Use this class to encrypt or decrypt data (except streaming data, such as video streaming). Use it if you want to encrypt or decrypt multiple pieces of data with the same keys, else you can simply use the encrypt() and decrypt() functions.

In other words, this:

>>> block_cipher = BlockCipher(key, hmac_key)
>>> cta = block_cipher.encrypt(a)
>>> ctb = block_cipher.encrypt(b)
>>> ctc = block_cipher.encrypt(c)

is equivalent to this:

>>> cta = encrypt(key, hmac_key, a)
>>> ctb = encrypt(key, hmac_key, b)
>>> ctc = encrypt(key, hmac_key, c)

Parameters:

• key (str) – The key to encrypt or decrypt the data, in byte string. Provides confidentiality. You can use generate_encryption_key() to generate it.
• hmac_key (str) – The key which was or will be used to authenticate the data, in byte string. Provides integrity. You can use generate_hmac_key() to generate it.

encrypt(data, associated_data=None)

Parameters:

• data (str) – The data to encrypt.
• associated_data (str) – Data to be authenticated but not encrypted.

Returns:

str – The encrypted data.

decrypt(ciphertext)

Parameters:ciphertext (str) – The encrypted data.

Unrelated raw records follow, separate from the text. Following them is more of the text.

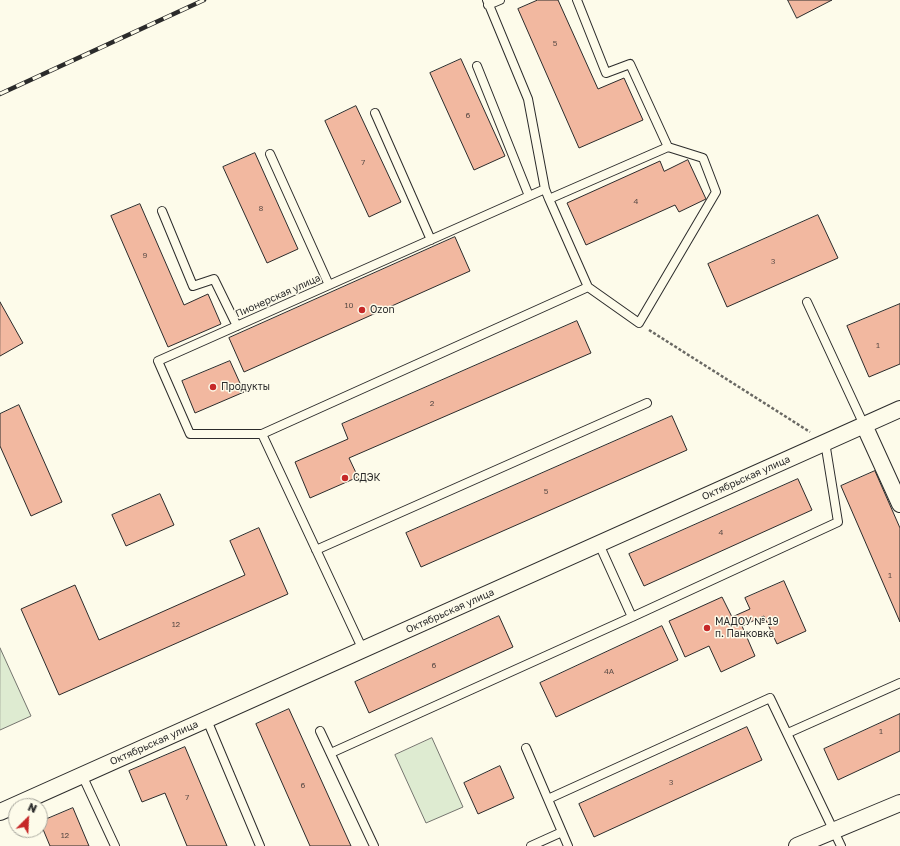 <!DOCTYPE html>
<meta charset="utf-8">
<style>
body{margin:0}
#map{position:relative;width:900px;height:846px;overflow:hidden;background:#fdfbea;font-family:"Golos Text",sans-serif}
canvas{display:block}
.north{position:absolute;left:8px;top:798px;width:40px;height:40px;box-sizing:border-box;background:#fdfbea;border:1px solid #a9a89e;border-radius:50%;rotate:24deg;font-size:11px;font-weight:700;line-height:16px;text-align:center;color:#2b2b2b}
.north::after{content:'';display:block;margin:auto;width:14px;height:18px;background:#c62828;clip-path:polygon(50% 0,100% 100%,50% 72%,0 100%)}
</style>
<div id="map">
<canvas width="900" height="846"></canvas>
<div class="north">N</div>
</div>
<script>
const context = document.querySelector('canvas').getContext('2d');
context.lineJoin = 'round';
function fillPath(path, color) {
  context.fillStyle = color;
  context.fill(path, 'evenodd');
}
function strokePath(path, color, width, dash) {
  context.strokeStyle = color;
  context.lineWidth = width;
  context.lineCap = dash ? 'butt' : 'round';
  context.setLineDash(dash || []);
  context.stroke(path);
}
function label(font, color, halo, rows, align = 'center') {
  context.font = font + ' "Golos Text",sans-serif';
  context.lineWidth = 3;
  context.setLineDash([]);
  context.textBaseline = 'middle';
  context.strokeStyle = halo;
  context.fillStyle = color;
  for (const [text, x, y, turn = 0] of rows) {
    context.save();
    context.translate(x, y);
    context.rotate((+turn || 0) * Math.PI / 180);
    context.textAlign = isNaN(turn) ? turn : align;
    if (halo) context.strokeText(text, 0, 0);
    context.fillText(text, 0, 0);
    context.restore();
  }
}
const green = new Path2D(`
 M0 648 31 716 0 730Z
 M432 738 463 807 426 823 395 755Z`);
fillPath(green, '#deebd1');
strokePath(green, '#74746e', 1);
const building = new Path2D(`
 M538 0H558L598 89 624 78 643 120 579 148 518 9Z
 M788 0H832L797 18Z
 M461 59 505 156 474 170 430 73Z
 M356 106 401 202 369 217 325 121Z
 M255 153 298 249 267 263 223 167Z
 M688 160 706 199 679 212 675 205 586 245 567 203 660 161 664 171Z
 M140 204 184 305 208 294 221 324 168 347 111 216Z
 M818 215 838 258 727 307 708 264Z
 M455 237 470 271 244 372 229 338Z
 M0 302 23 343 0 356Z
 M900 304V364L869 377 847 326Z
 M577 321 591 353 349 458 358 477 310 498 295 462 348 439 342 424Z
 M230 361 244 392 195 413 182 381Z
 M19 405 62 502 31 516 0 446V414Z
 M672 416 687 450 421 567 406 533Z
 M875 471 900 528V622L841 486Z
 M798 479 812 510 644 586 629 554Z
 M160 494 174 525 126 546 112 515Z
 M259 528 288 594 59 695 21 609 75 585 99 640 245 575 230 541Z
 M784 581 806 631 777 644 764 616 742 626 755 656 721 672 709 646 685 657 669 621 722 597 732 617 750 609 745 598Z
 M499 616 513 647 369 713 355 682Z
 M662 626 678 660 556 717 540 683Z
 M289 709 351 846H310L256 724Z
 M900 714V751L838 780 824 749Z
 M747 727 762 760 594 837 579 804Z
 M185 747 227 846H187L165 793 142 802 129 771Z
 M500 766 514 798 478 814 464 783Z
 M73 808 89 846H50L40 822Z`);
fillPath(building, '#f2b8a0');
strokePath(building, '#2b2b2b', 1);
const service = new Path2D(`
 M487 0 528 99 545 189 549 199 588 287 639 323 716 192 703 158 668 147 549 199
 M577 0 606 73 630 64 668 147
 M488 5 500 0
 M477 66 529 196
 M375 113 431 240
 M270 154 329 285
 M162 211 193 286 214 279 237 326
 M807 302 864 425
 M262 434H190L158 361 545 189
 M316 550 647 403
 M632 617 838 522 825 442
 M363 650 262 434 588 287
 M207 720 260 846
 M320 731 374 846
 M788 733 900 683
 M526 748 568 846
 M331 753 632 617 599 544
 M82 775 115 846
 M548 799 770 698 841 846
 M531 846 562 832`);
const minor = new Path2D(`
 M864 425 900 504
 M0 812 900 409
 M797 846 900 803`);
strokePath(service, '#2b2b2b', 10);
strokePath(minor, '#2b2b2b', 18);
strokePath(new Path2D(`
 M649 330 810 432`), '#6a6964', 2.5, [3, 2]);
strokePath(service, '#fdfbea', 8);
strokePath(minor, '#fdfbea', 16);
const rail = new Path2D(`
 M0 94 204 0`);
strokePath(rail, '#2b2b2b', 4.5);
strokePath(rail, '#fdfbea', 3, [9]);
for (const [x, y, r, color] of [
 [362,310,4,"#c62828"],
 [213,387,4,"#c62828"],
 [345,478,4,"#c62828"],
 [707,628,4,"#c62828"]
]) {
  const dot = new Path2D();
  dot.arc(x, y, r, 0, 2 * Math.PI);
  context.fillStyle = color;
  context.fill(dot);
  strokePath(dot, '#fdfbea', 1.5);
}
label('8px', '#5d4e48', null, [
 ["5",555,43],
 ["6",468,115],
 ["7",363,162],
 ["4",636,201],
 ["8",261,208],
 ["9",145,255],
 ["3",773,261],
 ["10",349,305],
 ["1",878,345],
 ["2",432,403],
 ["5",546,491],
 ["4",721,532],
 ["1",890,575],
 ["12",176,624],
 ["6",434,665],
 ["4А",609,671],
 ["1",881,731],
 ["3",671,782],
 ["6",303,785],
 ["7",187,797],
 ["12",65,835]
]);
label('10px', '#2b2b2b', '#fdfbea', [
 ["Пионерская улица",278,296,-24],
 ["Октябрьская улица",746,478,-24],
 ["Октябрьская улица",450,611,-24],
 ["Октябрьская улица",154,743,-24]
]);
label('10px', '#2b2b2b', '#fdfbea', [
 ["Ozon",370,310],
 ["Продукты",221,387],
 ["СДЭК",353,478],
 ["МАДОУ № 19",715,622],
 ["п. Панковка",715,634]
], 'left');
</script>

Returns:dict – A dictionary with two keys, “data” with the decrypted data, and “associated_data” with the associated data.

class securitylib.advanced_crypto.StreamCipher(key)

Use this class to encrypt or decrypt a stream using a stream cipher.

Calling encrypt (or decrypt) multiple times for the same StreamCipher instance is equal to calling it once with the concatenation of the input. In other words, this:

>>> stream_cipher.encrypt(a) + stream_cipher.encrypt(b) + stream_cipher.encrypt(c)

is equivalent to this:

>>> stream_cipher.encrypt(a + b + c)

This property makes this class perfect for streams of data which must be encrypted in chunks instead of all at once.

Beware that this class only provides confidentiality, not integrity, i.e. it does not provide any protection against tampering. An HMAC could be computed over each chunk being encrypted to provide integrity, but this would have a huge overhead if the chunks are very small, so a better solution must be found depending on each specific case.

Parameters:key (str) – The key to encrypt or decrypt the stream, in byte string. Provides confidentiality. You can use generate_encryption_key() to generate it.

encrypt(stream)

Parameters:stream (str) – The stream to encrypt, or part of it. Returns:str – The encrypted cipherstream.

decrypt(cipherstream)

Parameters:cipherstream (str) – The encrypted cipherstream, or part of it. Returns:str – The decrypted stream.